France posted a grim record of 52,010 coronavirus infections in 24 hours on Sunday.
On Tuesday, it reported more than 33,400 new cases and 523 deaths from coronavirus in 24 hours, as well as a net increase of 74 intensive care admissions.
This brought the total number of people in intensive care to 2,918, more than half the country’s total capacity of 5,800.
Some hospitals have been forced to start transferring patients to less crowded facilities.
“The outbreak is out of control,” infectious disease specialist Gilles Pialoux of the Tenon hospital in Paris told BFM television.
He urged the government to adopt “a drastic measure, call it a blockade” for the entire country, despite the economic cost.
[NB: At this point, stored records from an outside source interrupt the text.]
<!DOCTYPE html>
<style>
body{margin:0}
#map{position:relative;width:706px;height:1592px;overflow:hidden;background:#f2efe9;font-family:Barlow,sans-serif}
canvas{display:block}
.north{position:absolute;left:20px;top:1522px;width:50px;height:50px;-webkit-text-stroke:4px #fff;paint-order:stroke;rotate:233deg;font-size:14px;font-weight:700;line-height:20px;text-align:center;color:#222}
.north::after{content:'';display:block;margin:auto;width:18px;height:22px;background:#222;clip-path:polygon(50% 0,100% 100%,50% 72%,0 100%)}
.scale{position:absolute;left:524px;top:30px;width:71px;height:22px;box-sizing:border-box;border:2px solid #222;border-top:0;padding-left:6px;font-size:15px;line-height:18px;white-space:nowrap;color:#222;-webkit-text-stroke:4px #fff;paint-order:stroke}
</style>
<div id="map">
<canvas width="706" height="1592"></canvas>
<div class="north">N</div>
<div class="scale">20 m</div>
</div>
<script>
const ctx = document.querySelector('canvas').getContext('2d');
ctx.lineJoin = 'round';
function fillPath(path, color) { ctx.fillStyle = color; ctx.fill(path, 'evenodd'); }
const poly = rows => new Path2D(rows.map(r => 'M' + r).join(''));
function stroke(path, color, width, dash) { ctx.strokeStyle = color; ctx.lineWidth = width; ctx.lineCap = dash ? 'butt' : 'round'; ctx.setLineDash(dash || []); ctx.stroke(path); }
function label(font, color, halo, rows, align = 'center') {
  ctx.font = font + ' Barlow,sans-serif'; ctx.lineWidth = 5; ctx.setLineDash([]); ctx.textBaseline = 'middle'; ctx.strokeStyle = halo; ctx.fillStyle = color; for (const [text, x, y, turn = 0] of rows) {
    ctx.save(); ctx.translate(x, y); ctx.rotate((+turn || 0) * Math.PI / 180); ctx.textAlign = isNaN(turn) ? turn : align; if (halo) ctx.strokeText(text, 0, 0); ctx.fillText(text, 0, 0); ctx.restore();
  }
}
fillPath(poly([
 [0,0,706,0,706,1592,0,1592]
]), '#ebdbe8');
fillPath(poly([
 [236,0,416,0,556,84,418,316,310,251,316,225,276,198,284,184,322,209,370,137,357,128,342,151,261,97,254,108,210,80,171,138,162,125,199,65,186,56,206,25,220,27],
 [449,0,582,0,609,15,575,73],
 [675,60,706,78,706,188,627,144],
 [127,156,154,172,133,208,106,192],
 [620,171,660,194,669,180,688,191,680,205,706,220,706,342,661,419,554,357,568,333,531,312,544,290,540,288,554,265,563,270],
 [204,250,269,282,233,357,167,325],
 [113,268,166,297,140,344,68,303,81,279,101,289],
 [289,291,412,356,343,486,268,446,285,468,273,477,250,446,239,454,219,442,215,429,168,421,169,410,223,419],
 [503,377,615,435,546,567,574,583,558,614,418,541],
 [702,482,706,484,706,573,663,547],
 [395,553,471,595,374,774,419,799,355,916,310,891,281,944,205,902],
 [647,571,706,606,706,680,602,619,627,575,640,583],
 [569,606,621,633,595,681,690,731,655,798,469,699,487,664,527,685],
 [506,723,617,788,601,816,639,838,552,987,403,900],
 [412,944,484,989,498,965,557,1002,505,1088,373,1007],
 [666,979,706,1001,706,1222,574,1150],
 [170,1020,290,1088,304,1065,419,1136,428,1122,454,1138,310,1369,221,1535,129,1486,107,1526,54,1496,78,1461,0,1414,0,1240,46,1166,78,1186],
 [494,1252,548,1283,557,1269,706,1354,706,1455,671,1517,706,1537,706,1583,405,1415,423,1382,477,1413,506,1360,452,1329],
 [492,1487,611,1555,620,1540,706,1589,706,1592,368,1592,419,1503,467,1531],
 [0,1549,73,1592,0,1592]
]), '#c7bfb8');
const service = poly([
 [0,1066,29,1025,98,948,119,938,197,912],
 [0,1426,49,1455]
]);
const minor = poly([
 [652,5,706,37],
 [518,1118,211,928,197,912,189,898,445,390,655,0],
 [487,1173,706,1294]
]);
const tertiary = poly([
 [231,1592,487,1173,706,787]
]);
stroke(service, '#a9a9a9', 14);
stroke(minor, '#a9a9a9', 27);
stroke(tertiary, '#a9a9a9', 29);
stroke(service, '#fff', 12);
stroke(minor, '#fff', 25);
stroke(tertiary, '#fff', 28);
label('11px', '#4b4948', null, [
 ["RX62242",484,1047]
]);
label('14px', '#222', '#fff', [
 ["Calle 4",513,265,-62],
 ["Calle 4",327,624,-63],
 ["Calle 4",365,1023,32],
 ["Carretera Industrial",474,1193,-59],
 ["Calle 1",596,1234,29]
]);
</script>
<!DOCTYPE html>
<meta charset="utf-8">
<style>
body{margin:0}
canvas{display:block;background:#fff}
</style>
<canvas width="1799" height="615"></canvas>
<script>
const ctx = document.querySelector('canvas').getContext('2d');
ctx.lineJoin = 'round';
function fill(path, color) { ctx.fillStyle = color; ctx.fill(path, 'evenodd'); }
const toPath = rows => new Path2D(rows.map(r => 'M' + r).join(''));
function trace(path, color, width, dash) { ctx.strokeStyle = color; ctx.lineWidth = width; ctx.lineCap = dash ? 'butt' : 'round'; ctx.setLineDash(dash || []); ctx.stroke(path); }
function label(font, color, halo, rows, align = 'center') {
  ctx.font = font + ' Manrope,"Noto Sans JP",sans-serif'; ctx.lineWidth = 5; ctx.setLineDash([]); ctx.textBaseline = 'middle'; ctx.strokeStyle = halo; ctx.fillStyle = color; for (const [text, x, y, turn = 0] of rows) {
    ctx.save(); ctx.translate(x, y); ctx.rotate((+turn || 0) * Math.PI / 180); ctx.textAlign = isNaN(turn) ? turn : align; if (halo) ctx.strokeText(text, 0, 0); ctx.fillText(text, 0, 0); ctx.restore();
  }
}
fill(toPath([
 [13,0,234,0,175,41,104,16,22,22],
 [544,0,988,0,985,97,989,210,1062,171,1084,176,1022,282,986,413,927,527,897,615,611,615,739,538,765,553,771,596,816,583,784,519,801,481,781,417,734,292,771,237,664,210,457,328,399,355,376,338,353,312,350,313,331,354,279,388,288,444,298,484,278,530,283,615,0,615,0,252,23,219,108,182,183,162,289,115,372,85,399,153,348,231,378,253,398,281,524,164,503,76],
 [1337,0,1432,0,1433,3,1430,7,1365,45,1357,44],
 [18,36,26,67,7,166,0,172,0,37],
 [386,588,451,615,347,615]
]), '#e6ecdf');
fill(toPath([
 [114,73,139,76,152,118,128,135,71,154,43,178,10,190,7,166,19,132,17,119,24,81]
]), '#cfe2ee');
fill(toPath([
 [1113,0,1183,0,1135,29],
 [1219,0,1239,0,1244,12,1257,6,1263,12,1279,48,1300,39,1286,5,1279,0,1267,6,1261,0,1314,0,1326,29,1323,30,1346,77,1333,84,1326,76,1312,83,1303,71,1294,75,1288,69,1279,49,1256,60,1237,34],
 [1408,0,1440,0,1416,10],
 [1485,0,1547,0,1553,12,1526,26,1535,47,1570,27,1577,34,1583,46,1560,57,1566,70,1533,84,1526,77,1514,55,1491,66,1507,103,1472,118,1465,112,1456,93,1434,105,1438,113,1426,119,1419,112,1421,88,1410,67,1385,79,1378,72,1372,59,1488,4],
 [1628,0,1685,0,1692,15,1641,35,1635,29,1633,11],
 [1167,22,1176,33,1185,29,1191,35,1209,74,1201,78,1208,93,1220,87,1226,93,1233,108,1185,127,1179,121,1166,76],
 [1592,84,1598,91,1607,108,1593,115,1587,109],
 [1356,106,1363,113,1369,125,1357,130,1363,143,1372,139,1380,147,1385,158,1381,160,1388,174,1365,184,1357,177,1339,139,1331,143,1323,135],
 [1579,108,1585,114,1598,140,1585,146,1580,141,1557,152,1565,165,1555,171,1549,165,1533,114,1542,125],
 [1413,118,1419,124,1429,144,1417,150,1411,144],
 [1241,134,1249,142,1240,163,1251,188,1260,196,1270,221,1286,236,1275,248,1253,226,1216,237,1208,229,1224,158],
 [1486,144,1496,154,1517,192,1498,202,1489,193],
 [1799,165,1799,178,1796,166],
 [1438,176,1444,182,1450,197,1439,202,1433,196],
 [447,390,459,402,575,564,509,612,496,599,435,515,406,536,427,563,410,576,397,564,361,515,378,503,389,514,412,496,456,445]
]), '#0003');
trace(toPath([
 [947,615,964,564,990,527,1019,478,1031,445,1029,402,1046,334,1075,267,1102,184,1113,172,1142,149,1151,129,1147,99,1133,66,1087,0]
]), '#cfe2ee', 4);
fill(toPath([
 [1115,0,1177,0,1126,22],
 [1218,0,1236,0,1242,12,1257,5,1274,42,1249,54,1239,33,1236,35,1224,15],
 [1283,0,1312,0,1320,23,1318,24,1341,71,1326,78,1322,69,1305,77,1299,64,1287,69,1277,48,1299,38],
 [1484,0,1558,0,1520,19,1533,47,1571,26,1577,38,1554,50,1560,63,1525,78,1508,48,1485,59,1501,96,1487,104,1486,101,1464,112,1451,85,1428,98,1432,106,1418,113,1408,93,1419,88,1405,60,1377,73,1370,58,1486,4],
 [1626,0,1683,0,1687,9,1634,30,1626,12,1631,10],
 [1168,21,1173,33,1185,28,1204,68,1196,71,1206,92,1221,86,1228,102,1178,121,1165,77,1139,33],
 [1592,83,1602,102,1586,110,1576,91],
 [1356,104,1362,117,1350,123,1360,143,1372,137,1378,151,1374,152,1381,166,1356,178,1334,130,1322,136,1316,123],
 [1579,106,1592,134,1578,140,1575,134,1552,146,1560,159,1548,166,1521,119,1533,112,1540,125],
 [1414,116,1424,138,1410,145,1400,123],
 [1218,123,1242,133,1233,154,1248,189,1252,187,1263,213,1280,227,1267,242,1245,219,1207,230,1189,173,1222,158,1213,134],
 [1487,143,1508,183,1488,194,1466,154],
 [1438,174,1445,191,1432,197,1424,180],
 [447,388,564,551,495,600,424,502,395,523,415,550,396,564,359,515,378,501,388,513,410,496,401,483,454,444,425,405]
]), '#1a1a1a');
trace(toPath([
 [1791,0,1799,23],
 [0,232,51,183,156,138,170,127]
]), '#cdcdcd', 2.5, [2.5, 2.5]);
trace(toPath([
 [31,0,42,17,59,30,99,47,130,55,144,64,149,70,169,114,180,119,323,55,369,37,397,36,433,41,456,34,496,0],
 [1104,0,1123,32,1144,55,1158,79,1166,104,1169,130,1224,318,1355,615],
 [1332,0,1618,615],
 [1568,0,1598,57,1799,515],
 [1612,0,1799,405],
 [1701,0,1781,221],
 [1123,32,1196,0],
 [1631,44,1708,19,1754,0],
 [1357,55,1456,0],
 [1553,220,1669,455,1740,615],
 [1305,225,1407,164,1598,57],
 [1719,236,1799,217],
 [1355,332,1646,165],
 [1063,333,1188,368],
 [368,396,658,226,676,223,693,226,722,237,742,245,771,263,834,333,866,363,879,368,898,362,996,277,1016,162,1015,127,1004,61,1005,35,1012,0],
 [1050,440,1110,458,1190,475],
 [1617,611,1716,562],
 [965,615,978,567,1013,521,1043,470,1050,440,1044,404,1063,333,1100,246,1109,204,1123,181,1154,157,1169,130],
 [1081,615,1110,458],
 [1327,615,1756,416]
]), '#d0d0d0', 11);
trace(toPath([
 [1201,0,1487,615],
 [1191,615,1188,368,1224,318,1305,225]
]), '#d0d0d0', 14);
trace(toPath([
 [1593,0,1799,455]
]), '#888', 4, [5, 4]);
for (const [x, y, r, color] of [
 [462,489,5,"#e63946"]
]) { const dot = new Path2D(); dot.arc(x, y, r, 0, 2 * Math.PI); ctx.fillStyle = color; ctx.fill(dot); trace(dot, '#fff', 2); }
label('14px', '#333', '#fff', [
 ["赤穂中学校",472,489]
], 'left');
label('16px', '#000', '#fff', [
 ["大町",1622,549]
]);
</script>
“The economy can recover, but it does not recover if intensive care fails,” he said.
More than 34,000 people have died of COVID-19 in France.
On Monday, the head of the government’s medical advisory panel, Jean-Francois Delfraissy, said the severity of the second wave of coronavirus had taken experts by surprise.
“This second wave will probably be worse than the first,” he said, warning that “many of our fellow citizens still do not realize what is coming.”